• TASK DIRECTIONS
Every line in the data below from the one containing "Map reading. Summarize" down to the one containing "Task: Give me", both included, must be retyped exactly; no other line is to appear.

Top of DATASET EXTRACT

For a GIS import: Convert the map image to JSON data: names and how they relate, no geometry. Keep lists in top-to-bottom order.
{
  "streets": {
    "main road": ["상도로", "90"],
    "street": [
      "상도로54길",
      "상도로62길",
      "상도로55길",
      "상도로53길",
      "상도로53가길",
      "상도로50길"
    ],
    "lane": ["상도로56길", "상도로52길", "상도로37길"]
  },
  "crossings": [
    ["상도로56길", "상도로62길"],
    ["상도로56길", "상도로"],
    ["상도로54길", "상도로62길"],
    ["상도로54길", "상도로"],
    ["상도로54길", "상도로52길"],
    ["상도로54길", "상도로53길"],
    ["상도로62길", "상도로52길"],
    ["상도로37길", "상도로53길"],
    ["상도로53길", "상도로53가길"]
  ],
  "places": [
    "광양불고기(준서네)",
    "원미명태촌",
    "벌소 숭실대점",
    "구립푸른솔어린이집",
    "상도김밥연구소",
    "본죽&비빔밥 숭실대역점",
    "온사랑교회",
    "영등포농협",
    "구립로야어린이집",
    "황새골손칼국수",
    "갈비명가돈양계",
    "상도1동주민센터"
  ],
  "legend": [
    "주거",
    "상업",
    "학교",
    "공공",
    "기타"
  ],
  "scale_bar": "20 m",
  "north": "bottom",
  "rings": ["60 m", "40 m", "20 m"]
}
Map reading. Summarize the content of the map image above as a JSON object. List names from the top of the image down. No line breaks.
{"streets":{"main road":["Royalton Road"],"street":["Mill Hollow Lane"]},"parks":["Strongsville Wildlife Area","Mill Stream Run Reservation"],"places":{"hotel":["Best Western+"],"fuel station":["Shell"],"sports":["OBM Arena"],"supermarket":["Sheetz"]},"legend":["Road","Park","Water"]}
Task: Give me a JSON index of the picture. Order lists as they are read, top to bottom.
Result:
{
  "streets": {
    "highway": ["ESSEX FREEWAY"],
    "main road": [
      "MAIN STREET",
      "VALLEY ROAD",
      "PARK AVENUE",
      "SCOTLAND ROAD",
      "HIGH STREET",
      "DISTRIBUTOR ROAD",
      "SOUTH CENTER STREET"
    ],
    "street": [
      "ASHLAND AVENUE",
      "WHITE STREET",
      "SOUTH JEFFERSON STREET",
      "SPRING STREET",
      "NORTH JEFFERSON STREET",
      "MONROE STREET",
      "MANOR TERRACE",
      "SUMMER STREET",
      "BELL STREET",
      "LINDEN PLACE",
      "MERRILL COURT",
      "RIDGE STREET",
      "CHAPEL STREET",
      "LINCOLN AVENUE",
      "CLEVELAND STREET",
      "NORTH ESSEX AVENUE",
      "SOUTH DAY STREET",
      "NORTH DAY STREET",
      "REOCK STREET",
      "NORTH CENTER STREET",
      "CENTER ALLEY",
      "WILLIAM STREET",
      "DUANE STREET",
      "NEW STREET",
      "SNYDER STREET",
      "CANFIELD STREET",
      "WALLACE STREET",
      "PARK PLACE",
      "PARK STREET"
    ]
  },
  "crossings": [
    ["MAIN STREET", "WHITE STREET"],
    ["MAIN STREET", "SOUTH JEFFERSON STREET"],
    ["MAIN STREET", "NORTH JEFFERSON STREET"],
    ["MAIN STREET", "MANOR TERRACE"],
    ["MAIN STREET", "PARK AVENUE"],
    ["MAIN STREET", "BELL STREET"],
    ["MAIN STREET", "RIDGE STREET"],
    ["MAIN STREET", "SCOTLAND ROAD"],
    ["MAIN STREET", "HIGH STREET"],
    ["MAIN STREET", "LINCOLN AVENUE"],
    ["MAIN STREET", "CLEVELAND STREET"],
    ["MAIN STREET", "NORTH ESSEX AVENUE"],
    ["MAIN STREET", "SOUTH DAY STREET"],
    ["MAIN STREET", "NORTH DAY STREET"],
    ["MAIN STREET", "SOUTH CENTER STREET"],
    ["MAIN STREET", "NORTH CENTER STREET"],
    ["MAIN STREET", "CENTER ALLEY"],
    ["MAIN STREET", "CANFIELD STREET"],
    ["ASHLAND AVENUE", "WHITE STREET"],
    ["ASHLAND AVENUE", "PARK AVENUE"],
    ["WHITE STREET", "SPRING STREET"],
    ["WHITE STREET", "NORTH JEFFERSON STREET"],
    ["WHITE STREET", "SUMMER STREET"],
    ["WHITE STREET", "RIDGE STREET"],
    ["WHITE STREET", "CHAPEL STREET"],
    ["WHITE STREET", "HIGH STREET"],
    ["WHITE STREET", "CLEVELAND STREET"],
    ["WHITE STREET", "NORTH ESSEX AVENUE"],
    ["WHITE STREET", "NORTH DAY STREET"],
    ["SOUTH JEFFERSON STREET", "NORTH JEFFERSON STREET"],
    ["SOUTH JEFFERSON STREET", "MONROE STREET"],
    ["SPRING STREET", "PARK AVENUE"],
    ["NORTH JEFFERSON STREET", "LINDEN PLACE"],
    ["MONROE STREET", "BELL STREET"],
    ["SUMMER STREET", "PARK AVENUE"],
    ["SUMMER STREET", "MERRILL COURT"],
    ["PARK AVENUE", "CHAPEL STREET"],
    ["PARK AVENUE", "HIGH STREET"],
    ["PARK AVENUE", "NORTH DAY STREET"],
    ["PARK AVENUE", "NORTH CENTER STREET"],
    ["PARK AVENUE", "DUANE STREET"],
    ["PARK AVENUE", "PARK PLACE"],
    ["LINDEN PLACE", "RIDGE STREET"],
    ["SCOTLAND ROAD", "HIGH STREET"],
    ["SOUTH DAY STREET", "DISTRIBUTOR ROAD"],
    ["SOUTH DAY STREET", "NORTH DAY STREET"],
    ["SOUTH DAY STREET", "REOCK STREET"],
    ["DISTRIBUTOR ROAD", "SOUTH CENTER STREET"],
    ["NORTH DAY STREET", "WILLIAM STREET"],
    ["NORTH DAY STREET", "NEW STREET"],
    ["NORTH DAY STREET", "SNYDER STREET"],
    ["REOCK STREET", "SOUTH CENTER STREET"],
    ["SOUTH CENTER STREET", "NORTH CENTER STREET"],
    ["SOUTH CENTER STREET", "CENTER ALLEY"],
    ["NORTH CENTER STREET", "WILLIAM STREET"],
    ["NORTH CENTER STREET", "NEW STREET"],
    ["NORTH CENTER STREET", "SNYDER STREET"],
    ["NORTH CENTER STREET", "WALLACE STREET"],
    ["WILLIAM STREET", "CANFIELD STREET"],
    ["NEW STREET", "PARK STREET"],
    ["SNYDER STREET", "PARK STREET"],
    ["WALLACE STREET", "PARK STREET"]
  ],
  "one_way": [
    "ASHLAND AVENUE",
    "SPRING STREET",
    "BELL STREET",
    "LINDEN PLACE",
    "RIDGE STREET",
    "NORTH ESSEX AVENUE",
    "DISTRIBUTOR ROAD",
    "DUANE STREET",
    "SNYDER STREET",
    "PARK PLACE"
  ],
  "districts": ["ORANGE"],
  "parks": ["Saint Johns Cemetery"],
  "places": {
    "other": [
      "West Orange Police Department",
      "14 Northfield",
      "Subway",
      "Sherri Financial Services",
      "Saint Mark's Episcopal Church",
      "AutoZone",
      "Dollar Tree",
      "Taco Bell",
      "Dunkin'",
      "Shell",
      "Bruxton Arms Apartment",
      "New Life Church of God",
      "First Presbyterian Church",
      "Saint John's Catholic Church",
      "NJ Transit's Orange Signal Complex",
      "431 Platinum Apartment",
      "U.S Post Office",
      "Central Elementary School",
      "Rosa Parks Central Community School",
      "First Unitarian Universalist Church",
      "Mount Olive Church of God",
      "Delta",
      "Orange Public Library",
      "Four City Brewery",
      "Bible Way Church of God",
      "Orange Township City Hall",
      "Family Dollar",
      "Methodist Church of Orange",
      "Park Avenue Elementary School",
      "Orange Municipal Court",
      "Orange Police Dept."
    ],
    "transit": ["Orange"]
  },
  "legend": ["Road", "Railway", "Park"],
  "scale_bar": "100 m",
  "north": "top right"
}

Bottom of DATASET EXTRACT

• PROBLEM SOLUTION
Map reading. Summarize the content of the map image above as a JSON object. List names from the top of the image down. No line breaks.
{"streets":{"main road":["Royalton Road"],"street":["Mill Hollow Lane"]},"parks":["Strongsville Wildlife Area","Mill Stream Run Reservation"],"places":{"hotel":["Best Western+"],"fuel station":["Shell"],"sports":["OBM Arena"],"supermarket":["Sheetz"]},"legend":["Road","Park","Water"]}
Task: Give me a JSON index of the picture. Order lists as they are read, top to bottom.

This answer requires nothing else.